- U.S. yield curve moves closer to inversion. Following a dovish Fed and weaker than expected manufacturing data, interest rates moved lower across both the U.S. and Germany. The U.S. yield curve further flattened last week, with the 10-year Treasury yield (2.44%) just 12 basis points above the 2-year Treasury yield (2.32%) and even with the 3-month yield (2.44%).
- Fed scales back rate hike forecasts in its March meeting. Following a pivot to a more patient stance in January, the Federal Reserve left policy unchanged in its meeting last week given subdued inflation and global economic growth concerns. Updated Fed official forecasts revealed a preference to keep interest rate policy unchanged for the rest of 2019 and hike one more time in 2020.
- Growth concerns rise following weak Europe manufacturing data. Flash Purchasing Managers’ Index (PMI) data was released late last week, with below consensus manufacturing data across Europe and the U.S. Readings in Europe (47.6) and Germany (44.7) remain in contractionary (below 50) territory and were especially disappointing since many investors were looking for signs of a recovery.

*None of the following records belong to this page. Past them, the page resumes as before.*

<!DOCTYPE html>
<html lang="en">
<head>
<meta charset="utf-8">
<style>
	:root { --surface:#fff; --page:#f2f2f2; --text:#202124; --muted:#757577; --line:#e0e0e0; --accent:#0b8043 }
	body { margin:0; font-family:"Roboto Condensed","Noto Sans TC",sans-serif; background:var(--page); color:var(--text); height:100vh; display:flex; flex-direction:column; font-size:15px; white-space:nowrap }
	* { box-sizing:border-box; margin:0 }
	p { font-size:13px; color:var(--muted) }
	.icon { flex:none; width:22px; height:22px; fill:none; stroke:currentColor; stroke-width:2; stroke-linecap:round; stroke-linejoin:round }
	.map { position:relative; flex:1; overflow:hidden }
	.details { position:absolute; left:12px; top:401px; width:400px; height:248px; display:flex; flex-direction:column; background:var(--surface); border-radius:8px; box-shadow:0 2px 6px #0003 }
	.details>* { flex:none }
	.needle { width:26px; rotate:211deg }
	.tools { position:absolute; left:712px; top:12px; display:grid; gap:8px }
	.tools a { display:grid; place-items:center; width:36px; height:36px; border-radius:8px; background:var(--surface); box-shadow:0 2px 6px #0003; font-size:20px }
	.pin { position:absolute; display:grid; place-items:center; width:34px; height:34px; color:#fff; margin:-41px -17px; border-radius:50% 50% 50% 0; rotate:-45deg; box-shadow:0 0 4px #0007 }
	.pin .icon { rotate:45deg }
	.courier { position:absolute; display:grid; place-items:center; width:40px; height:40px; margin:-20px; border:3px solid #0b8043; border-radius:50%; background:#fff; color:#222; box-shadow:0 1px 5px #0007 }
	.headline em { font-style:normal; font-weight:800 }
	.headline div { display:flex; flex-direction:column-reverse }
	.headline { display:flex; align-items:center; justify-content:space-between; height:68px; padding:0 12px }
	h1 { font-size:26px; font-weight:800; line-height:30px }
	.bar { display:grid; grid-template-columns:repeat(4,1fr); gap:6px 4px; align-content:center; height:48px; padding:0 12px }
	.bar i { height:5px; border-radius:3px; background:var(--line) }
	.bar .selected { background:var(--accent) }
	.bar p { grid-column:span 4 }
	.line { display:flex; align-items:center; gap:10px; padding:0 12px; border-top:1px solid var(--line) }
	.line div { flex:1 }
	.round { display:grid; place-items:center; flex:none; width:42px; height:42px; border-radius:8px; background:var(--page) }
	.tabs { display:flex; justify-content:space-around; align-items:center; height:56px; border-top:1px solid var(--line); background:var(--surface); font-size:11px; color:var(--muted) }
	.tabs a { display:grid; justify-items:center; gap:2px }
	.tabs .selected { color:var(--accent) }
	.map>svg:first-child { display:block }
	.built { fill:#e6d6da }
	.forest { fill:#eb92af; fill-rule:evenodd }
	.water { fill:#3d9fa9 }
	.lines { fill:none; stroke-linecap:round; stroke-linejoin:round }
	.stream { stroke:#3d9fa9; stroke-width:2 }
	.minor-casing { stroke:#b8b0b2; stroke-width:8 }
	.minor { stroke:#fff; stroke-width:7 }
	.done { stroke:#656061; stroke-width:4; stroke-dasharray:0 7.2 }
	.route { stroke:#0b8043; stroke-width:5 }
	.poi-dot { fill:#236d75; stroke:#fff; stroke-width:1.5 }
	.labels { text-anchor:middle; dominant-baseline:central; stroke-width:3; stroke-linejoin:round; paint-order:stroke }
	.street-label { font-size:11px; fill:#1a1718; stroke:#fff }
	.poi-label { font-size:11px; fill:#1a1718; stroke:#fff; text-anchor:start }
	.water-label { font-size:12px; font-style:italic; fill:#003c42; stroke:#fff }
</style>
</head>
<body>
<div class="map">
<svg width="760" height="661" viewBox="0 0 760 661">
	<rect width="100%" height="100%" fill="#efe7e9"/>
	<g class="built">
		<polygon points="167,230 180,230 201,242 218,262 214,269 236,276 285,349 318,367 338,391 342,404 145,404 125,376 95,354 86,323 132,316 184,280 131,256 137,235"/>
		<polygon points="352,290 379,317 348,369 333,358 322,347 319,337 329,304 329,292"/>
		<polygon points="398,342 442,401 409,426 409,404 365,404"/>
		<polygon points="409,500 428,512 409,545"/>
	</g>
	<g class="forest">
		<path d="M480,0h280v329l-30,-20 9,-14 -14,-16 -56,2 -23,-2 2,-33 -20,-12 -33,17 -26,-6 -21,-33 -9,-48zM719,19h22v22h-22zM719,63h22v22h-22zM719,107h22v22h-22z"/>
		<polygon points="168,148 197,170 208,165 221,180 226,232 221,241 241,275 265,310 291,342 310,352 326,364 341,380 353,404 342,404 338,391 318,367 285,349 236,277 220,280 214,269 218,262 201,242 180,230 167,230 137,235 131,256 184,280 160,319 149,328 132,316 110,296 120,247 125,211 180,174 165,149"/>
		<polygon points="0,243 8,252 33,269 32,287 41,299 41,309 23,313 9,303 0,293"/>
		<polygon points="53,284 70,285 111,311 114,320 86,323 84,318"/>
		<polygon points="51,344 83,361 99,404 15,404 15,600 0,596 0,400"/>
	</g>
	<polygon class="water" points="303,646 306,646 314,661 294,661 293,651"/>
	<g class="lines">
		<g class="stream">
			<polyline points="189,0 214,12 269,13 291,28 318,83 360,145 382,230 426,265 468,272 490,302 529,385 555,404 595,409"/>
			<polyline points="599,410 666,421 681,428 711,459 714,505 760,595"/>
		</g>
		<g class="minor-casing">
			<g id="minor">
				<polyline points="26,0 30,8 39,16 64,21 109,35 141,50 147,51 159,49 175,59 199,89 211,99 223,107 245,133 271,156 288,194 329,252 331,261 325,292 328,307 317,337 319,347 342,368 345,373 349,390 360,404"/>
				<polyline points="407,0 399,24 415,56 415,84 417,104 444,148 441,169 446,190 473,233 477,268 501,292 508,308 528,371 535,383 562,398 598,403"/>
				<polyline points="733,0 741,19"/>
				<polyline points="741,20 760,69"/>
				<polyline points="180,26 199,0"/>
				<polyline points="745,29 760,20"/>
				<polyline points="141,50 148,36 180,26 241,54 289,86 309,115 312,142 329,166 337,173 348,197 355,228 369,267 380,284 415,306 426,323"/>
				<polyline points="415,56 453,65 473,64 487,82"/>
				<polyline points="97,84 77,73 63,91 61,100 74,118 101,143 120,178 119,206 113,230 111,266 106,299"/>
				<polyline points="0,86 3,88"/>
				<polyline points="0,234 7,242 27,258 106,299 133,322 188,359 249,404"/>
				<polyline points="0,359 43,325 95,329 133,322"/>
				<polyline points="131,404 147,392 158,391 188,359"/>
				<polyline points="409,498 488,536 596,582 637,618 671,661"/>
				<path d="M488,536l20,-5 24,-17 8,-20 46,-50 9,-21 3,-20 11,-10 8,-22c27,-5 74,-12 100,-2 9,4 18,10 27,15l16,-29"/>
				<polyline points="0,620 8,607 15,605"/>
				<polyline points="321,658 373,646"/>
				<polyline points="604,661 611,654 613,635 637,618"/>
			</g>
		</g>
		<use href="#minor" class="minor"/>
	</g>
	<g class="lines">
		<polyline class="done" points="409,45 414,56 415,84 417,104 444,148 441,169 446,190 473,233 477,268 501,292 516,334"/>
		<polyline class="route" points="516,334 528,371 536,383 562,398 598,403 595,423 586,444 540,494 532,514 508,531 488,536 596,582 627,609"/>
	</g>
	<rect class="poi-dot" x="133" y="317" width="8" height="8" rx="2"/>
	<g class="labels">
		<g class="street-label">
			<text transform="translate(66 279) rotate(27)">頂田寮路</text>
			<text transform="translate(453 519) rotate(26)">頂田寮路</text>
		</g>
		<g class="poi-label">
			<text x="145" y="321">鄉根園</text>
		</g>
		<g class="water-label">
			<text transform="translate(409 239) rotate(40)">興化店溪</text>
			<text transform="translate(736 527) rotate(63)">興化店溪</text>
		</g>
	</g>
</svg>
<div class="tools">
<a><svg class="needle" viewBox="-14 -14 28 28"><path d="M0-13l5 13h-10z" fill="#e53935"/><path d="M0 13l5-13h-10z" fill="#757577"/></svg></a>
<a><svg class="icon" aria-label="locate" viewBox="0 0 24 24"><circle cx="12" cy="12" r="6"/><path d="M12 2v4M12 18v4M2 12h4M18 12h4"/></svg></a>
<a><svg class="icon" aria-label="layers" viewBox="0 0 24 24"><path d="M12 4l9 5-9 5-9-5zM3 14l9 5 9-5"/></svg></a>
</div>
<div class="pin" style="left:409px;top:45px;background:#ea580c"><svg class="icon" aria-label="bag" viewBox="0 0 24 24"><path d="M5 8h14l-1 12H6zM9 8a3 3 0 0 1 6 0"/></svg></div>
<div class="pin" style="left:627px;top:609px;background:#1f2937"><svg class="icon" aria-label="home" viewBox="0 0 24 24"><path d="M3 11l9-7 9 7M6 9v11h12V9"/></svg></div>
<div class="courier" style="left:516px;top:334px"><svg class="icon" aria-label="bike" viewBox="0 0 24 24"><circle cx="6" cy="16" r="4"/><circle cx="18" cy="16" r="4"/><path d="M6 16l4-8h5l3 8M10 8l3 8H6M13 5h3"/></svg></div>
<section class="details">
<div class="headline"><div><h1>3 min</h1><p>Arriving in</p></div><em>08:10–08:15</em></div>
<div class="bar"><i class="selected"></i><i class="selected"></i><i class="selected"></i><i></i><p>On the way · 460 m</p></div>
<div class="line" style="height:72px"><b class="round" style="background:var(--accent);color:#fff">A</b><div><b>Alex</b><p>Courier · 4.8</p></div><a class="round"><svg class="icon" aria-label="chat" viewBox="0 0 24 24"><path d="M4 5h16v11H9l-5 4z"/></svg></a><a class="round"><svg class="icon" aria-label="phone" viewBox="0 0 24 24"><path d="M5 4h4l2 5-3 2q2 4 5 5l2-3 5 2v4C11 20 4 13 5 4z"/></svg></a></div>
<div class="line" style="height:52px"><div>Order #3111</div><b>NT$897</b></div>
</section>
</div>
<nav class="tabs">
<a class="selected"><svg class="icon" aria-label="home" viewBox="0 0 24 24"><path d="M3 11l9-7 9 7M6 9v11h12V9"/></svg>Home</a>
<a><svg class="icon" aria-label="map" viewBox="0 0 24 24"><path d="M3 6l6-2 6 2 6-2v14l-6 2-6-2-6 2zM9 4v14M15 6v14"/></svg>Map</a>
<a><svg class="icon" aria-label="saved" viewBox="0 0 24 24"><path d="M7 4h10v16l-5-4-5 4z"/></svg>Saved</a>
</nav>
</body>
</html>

- The EU offers conditional seven-week Brexit delay. Following a ruling that her Brexit deal could not be voted on by UK parliament for a third time, UK Prime Minister Theresa May changed course and met with European Union (EU) leaders late last week. EU leaders agreed to extend the March 29 Brexit deadline to May 22 if the Brexit deal is passed by parliament or April 12 if the UK has no credible path forward on Brexit.
- U.S.-China trade discussions set to continue. Trade officials from the U.S. and China will meet to discuss some of the more difficult issues such as the quantity of purchases by China and protection for U.S. intellectual property. U.S. President Donald Trump stated that the current tariffs are likely to stay in place for a substantial time period as China hasn’t adhered to previous deals.
- Little change expected in global inflation data. Inflation data will be released this week in Germany and the U.S. Recent downward movement from Consumer Price Index (CPI) readings in the U.S. at headline and core levels may show a similar pattern for core Personal Consumption Expenditures (PCE). With the exception of last July and a few months in 2012, the Fed’s preferred inflation measure has failed to hit the 2% target consistently over the last decade.